### ASSIGNMENT
Print the listing below exactly, images excluded.

### RAW DATA
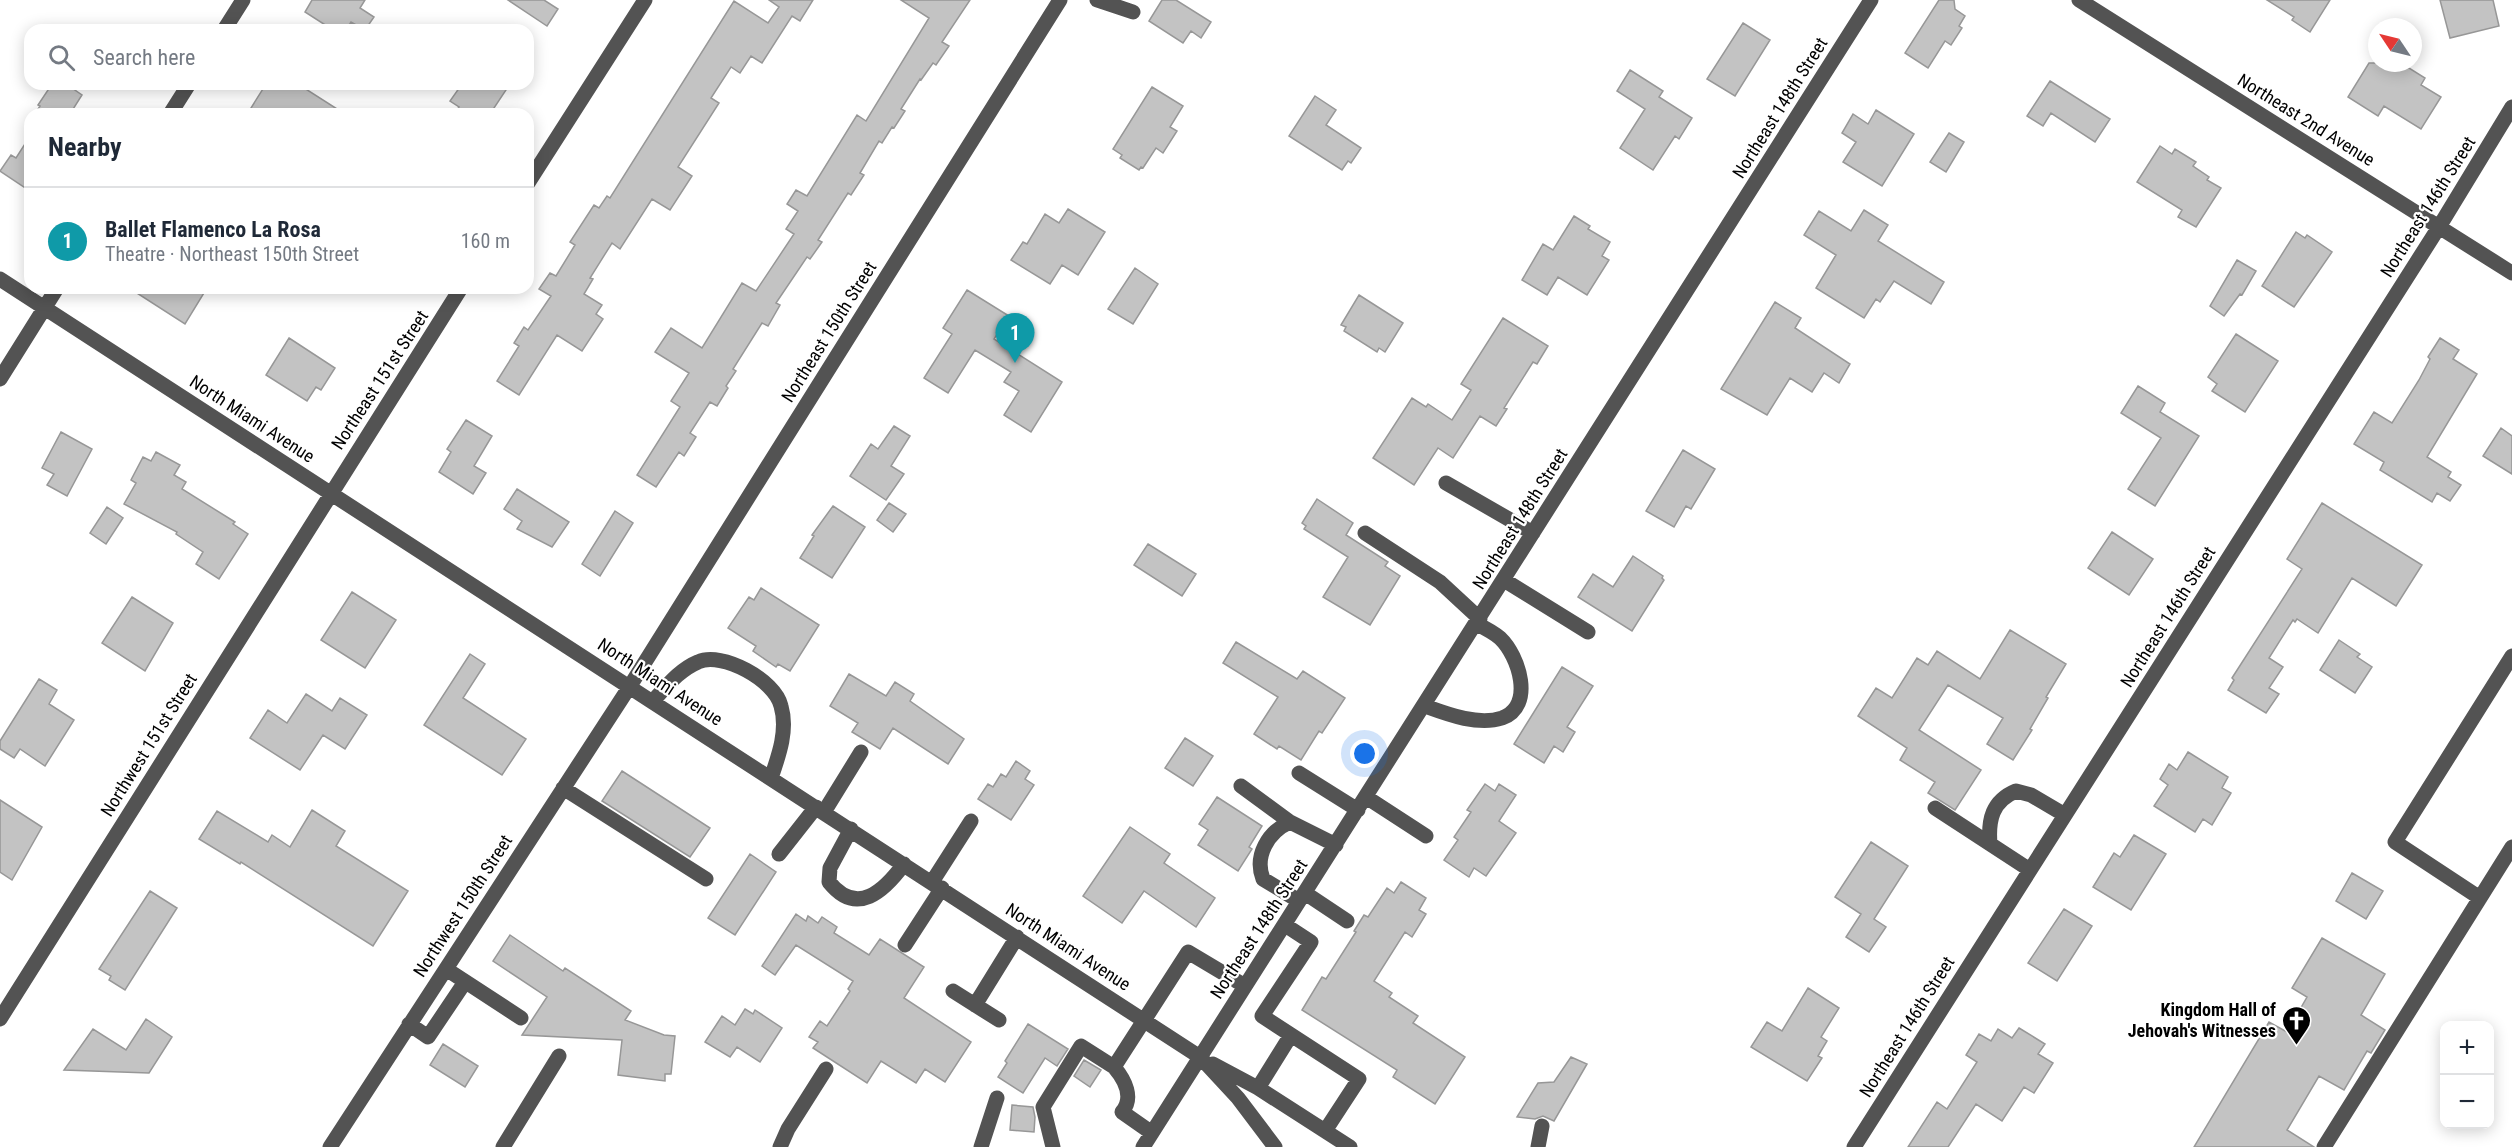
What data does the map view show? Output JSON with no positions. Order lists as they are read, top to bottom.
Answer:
{
  "streets": {
    "street": [
      "Northeast 148th Street",
      "Northeast 2nd Avenue",
      "Northeast 146th Street",
      "Northeast 150th Street",
      "Northeast 151st Street",
      "North Miami Avenue",
      "Northwest 151st Street",
      "Northwest 150th Street"
    ]
  },
  "crossings": [
    ["Northeast 148th Street", "North Miami Avenue"],
    ["Northeast 2nd Avenue", "Northeast 146th Street"],
    ["Northeast 150th Street", "North Miami Avenue"],
    ["Northeast 150th Street", "Northwest 150th Street"],
    ["Northeast 151st Street", "North Miami Avenue"],
    ["Northeast 151st Street", "Northwest 151st Street"],
    ["North Miami Avenue", "Northwest 151st Street"],
    ["North Miami Avenue", "Northwest 150th Street"]
  ],
  "places": {
    "church": ["Kingdom Hall of Jehovah's Witnesses"]
  },
  "north": "top left",
  "page": {
    "search": "Search here",
    "heading": "Nearby",
    "list": [
      {
        "mark": "1",
        "name": "Ballet Flamenco La Rosa",
        "note": "Theatre · Northeast 150th Street",
        "value": "160 m"
      }
    ],
    "pins": "1",
    "map_buttons": ["+", "−"]
  }
}
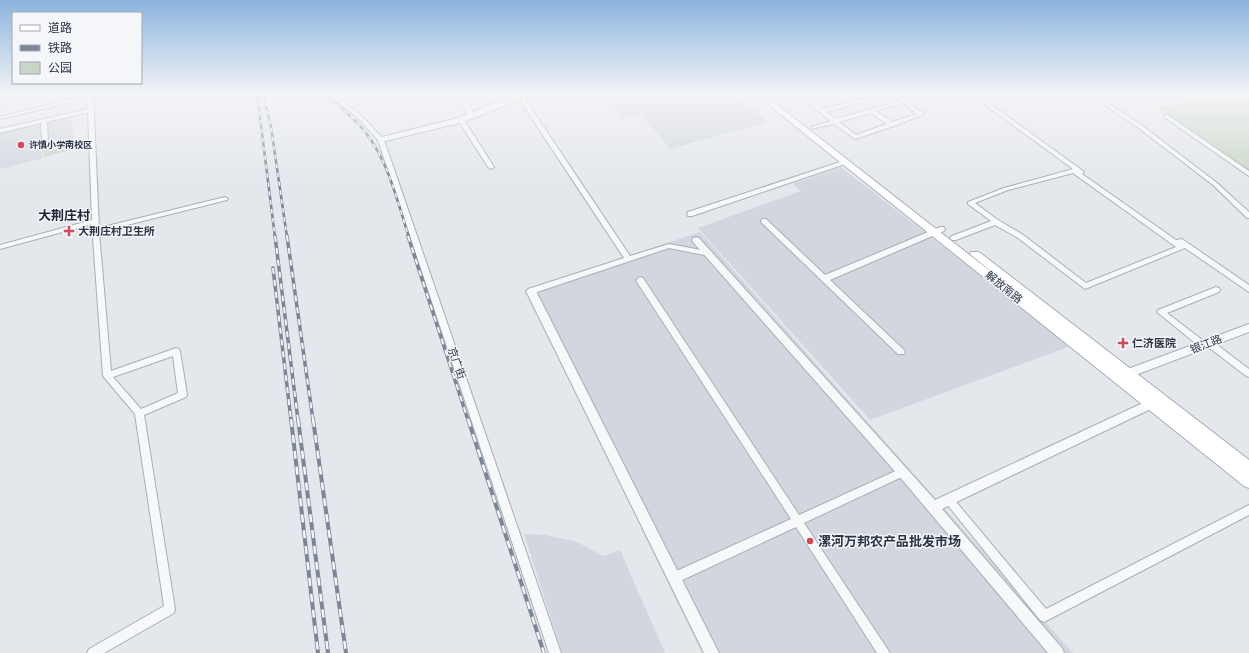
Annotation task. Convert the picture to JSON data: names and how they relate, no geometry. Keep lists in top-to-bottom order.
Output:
{
  "streets": {
    "main road": ["解放南路"],
    "street": ["银江路", "京广街"]
  },
  "crossings": [
    ["解放南路", "银江路"]
  ],
  "districts": ["大荆庄村"],
  "places": {
    "other": ["许慎小学南校区", "漯河万邦农产品批发市场"],
    "health": ["大荆庄村卫生所", "仁济医院"]
  },
  "legend": ["道路", "铁路", "公园"]
}
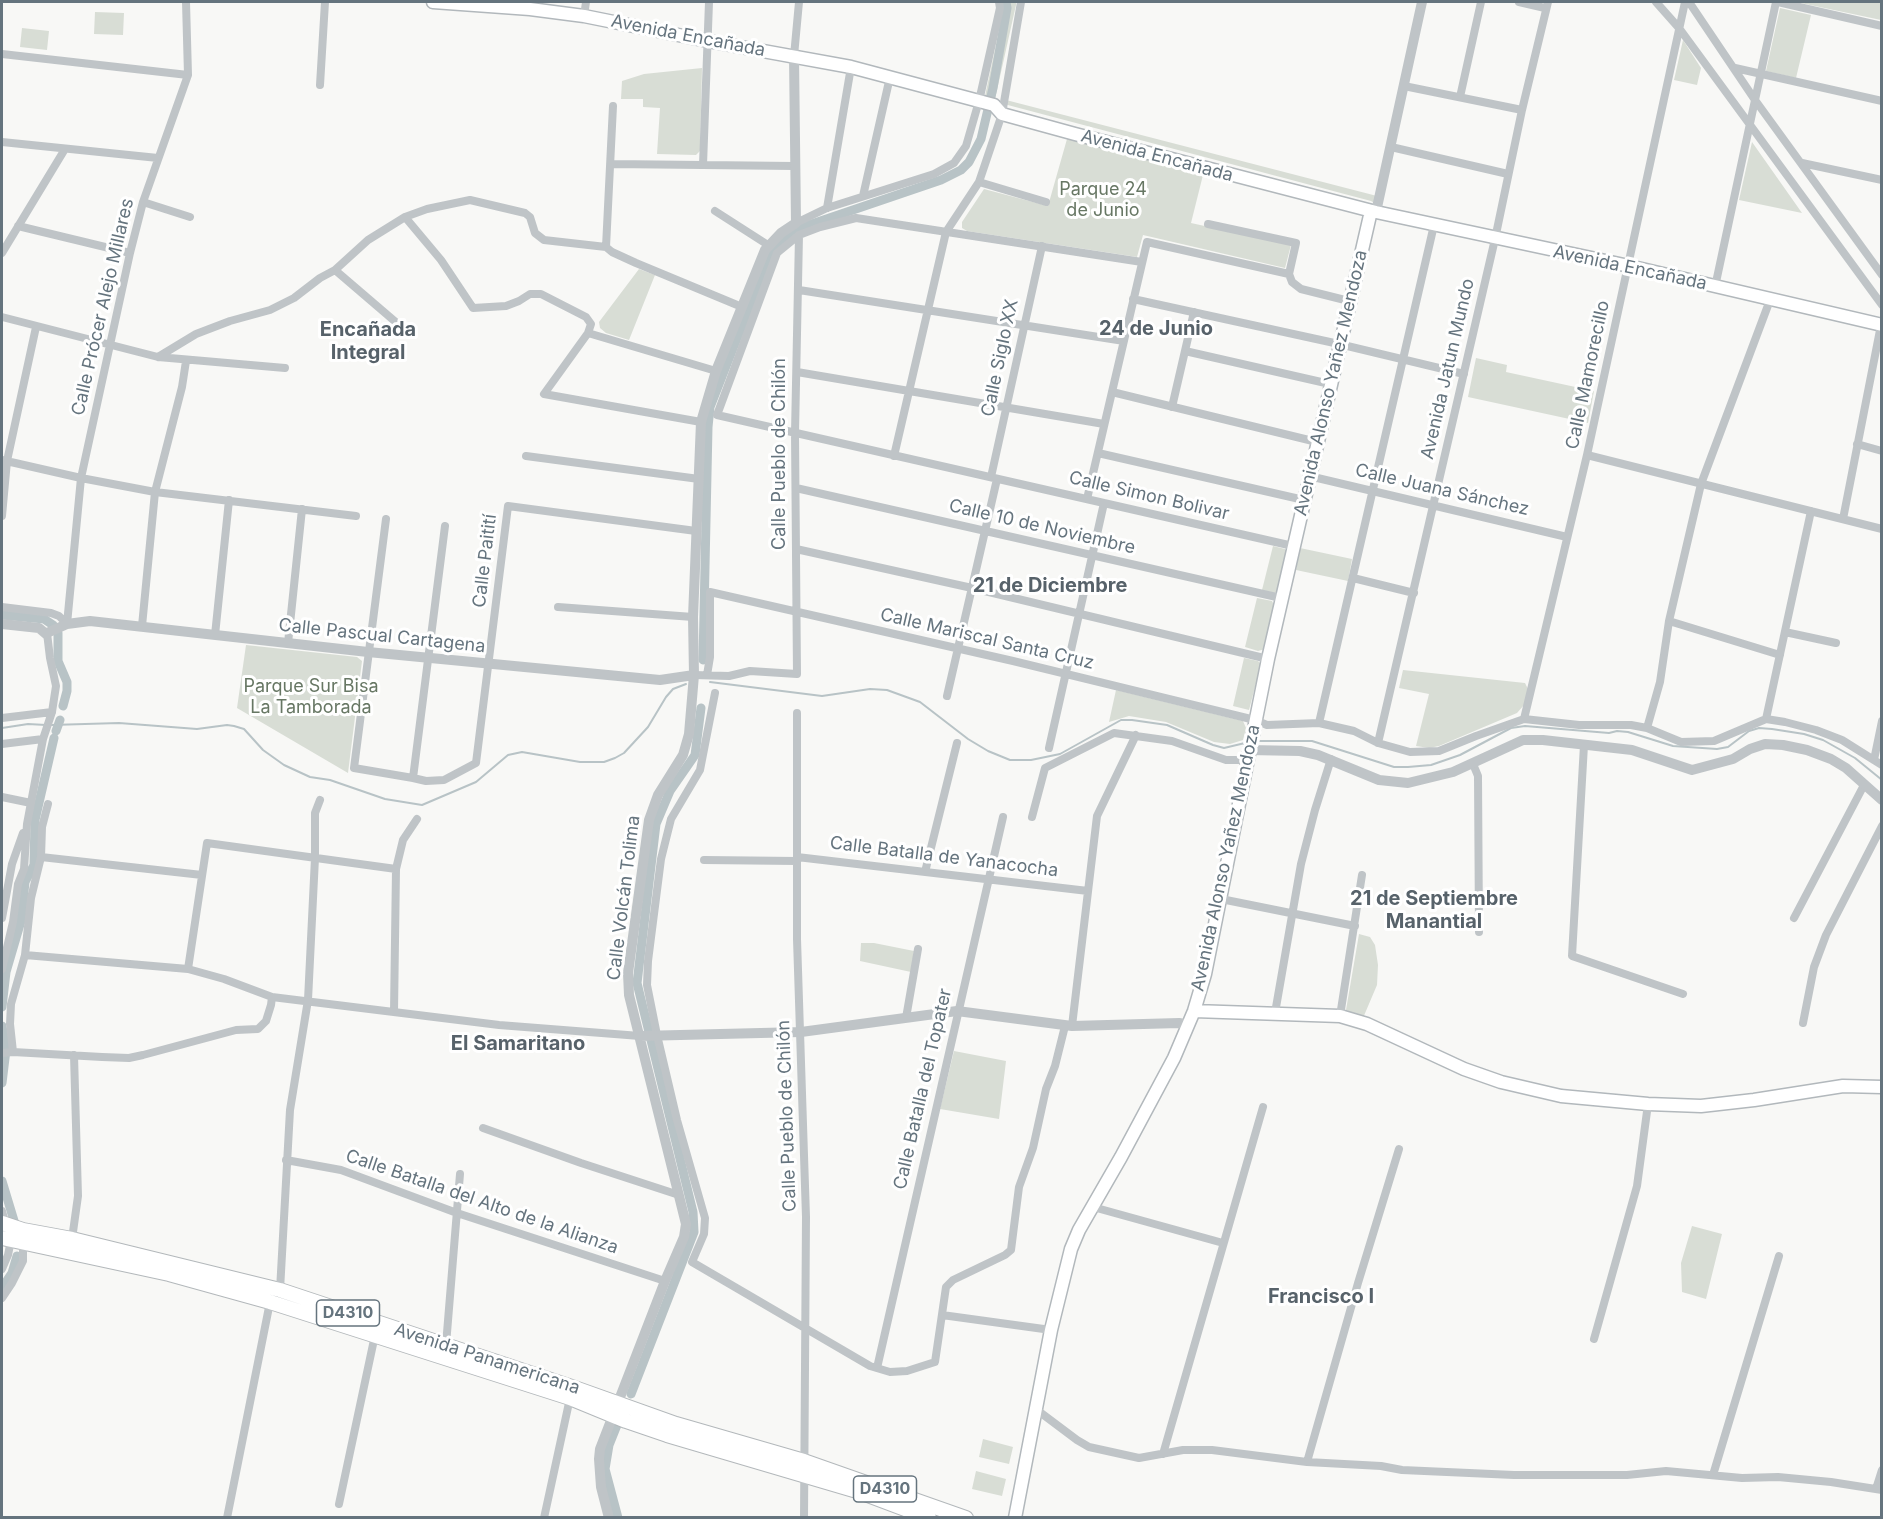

### ANSWER SPACE
What data does the map view show? Output JSON with no positions. Order lists as they are read, top to bottom.
Answer:
{
  "streets": {
    "street": [
      "Northeast 148th Street",
      "Northeast 2nd Avenue",
      "Northeast 146th Street",
      "Northeast 150th Street",
      "Northeast 151st Street",
      "North Miami Avenue",
      "Northwest 151st Street",
      "Northwest 150th Street"
    ]
  },
  "crossings": [
    ["Northeast 148th Street", "North Miami Avenue"],
    ["Northeast 2nd Avenue", "Northeast 146th Street"],
    ["Northeast 150th Street", "North Miami Avenue"],
    ["Northeast 150th Street", "Northwest 150th Street"],
    ["Northeast 151st Street", "North Miami Avenue"],
    ["Northeast 151st Street", "Northwest 151st Street"],
    ["North Miami Avenue", "Northwest 151st Street"],
    ["North Miami Avenue", "Northwest 150th Street"]
  ],
  "places": {
    "church": ["Kingdom Hall of Jehovah's Witnesses"]
  },
  "north": "top left",
  "page": {
    "search": "Search here",
    "heading": "Nearby",
    "list": [
      {
        "mark": "1",
        "name": "Ballet Flamenco La Rosa",
        "note": "Theatre · Northeast 150th Street",
        "value": "160 m"
      }
    ],
    "pins": "1",
    "map_buttons": ["+", "−"]
  }
}
Annotation task. Convert the picture to JSON data: names and how they relate, no geometry. Keep lists in top-to-bottom order.
Output:
{
  "streets": {
    "main road": ["解放南路"],
    "street": ["银江路", "京广街"]
  },
  "crossings": [
    ["解放南路", "银江路"]
  ],
  "districts": ["大荆庄村"],
  "places": {
    "other": ["许慎小学南校区", "漯河万邦农产品批发市场"],
    "health": ["大荆庄村卫生所", "仁济医院"]
  },
  "legend": ["道路", "铁路", "公园"]
}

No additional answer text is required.